É importante ressaltar que os números gerais levam em conta casos em
que mulheres foram vítimas também da violência urbana, que ainda é
responsável pela maioria das mortes registradas nos dois sexos. Porém,
enquanto quase metade dos homicídios masculinos ocorre na rua (48,2%) e
apenas 10% no domicílio, entre as mulheres a proporção é
assustadoramente mais equilibrada: 31,2% e 27,1%, respectivamente.
"Isso revela a alta domesticidade dos homicídios de mulheres. Elas são muitos mais agredidas no lar", afirma Waiselfisz.
O número de mortes cresceu 22% entre 2003 e 2013, mas houve alargamento
desproporcional também no que diz respeito ao perfil racial das
vítimas: enquanto o número de mortes de mulheres brancas caiu quase 10%
entre 2003 e 2013 (de 1747 para 1576), os casos de mulheres negras
saltaram mais de 54% no mesmo período, passando de 1864 para 2875.
Segundo o sociólogo, os números mais recentes mostram que morrem 66,7% mais mulheres negras do que brancas no Brasil.
Waiselfisz apresentou também uma panorama de certa forma surpreendente
da distribuição geográfica da violência contra a mulher no país: há
enorme diversidade de situações entre regiões e Estados. Roraima, por
exemplo, foi o Estado "mais violento" contra mulheres, apresentando um
índice de 15,3 homicídios femininos por 100 mil habitantes, mas que o
triplo da média nacional. São Paulo, Santa Catarina e Piauí, por outro
lado apresentaram apenas 3/100 mil, ficando no fundo da lista.

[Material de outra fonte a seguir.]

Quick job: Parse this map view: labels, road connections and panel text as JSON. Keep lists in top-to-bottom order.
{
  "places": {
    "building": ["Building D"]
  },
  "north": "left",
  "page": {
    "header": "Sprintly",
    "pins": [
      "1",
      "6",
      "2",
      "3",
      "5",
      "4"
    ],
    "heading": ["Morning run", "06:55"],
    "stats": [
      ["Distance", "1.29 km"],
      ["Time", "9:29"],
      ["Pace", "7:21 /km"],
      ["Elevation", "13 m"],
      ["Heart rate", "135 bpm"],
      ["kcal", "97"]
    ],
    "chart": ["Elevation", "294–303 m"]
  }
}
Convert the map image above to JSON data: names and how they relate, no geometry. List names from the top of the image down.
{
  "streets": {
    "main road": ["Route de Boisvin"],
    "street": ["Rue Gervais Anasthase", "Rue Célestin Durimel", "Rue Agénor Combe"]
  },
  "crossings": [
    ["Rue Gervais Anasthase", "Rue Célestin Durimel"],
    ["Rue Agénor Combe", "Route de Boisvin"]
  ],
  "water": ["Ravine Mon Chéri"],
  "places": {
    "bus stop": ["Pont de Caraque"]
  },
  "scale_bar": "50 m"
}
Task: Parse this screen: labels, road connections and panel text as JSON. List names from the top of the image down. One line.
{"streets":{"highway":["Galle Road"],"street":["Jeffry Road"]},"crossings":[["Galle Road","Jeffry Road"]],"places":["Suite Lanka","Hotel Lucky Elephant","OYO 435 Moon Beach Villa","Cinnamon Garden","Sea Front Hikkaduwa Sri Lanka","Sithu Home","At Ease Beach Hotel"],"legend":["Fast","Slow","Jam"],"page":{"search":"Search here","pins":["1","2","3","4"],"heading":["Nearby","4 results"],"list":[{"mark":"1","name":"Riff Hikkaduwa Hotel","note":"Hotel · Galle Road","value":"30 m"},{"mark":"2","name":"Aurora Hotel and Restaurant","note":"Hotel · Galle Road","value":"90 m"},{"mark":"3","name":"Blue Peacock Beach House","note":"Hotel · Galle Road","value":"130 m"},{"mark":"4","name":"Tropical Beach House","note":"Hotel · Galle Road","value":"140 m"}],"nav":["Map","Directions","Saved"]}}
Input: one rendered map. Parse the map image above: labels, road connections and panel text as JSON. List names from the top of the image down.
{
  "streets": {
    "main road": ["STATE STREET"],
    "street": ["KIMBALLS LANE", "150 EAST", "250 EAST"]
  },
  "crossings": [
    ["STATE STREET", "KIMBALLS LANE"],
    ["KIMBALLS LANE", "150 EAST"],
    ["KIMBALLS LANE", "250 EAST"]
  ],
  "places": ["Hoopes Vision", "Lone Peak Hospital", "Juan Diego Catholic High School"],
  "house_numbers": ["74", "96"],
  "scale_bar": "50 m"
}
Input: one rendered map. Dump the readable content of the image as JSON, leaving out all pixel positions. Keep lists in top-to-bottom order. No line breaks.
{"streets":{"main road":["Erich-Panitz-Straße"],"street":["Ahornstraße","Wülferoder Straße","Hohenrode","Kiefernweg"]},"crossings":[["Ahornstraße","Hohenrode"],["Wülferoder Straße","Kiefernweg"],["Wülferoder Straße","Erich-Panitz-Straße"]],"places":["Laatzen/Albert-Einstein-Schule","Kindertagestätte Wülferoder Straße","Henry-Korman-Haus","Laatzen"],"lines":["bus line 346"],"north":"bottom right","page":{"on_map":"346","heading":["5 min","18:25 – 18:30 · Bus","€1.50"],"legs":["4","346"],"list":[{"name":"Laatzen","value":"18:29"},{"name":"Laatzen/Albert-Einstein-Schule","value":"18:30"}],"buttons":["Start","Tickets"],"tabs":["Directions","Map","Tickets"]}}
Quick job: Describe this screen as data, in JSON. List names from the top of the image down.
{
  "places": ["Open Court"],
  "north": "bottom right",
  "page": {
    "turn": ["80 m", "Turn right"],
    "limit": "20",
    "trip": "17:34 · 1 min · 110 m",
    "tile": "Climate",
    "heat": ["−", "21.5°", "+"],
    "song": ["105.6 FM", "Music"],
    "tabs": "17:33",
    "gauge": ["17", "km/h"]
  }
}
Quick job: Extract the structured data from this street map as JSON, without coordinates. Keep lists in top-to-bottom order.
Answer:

O argentino também notou que o "efeito Maria da Penha" reduziu as taxas
de mortalidade em apenas cinco Estados brasileiros (Rio de Janeiro,
Rondônia, Espírito Santo, Pernambuco e São Paulo), enquanto as unidades
de federação restantes cresceram em ritmos extremamente variados.
Outra disparidade acentuada foi no plano municipal: ainda que algumas
capitais brasileiras apresentem índices bem altos de homicídios
femininos, são os pequenos municípios em que as mulheres se encontram
mais vulneráveis. Barcelos (AM), que tem população feminina em torno de
12 mil pessoas, registrou uma assustadora marca de 45,2 homicídios por
dez mil mulheres e foi o mais violento do país. Nenhuma capital apareceu
nas primeiras 100 posições.
"É difícil indicar uma tendência nacional, e as oscilações estão
relacionadas a circunstâncias locais, que precisam ser estudadas
particularmente. O que parece estar ocorrendo aqui é que políticas de
contenção da violência feminina parecem estar funcionando mais
apropriadamente em grandes cidades, onde na teoria há melhor
aparelhamento do Judiciário", pondera Waiselfisz.
Para o sociólogo argentino, porém, há um culpado claro: a impunidade.
"Pesquisas especializadas mostram que o índice de elucidação dos crimes
de homicídios é baixíssimo no Brasil, variando entre 5 e 8%. Apenas nos
EUA, ele é de 65%. Se a impunidade prevalece amplamente nos homicídios
em geral, ela deve ser norma também nos casos de homicídios de mulheres.
Existe uma certa normalidade da violência contra a mulher no Brasil".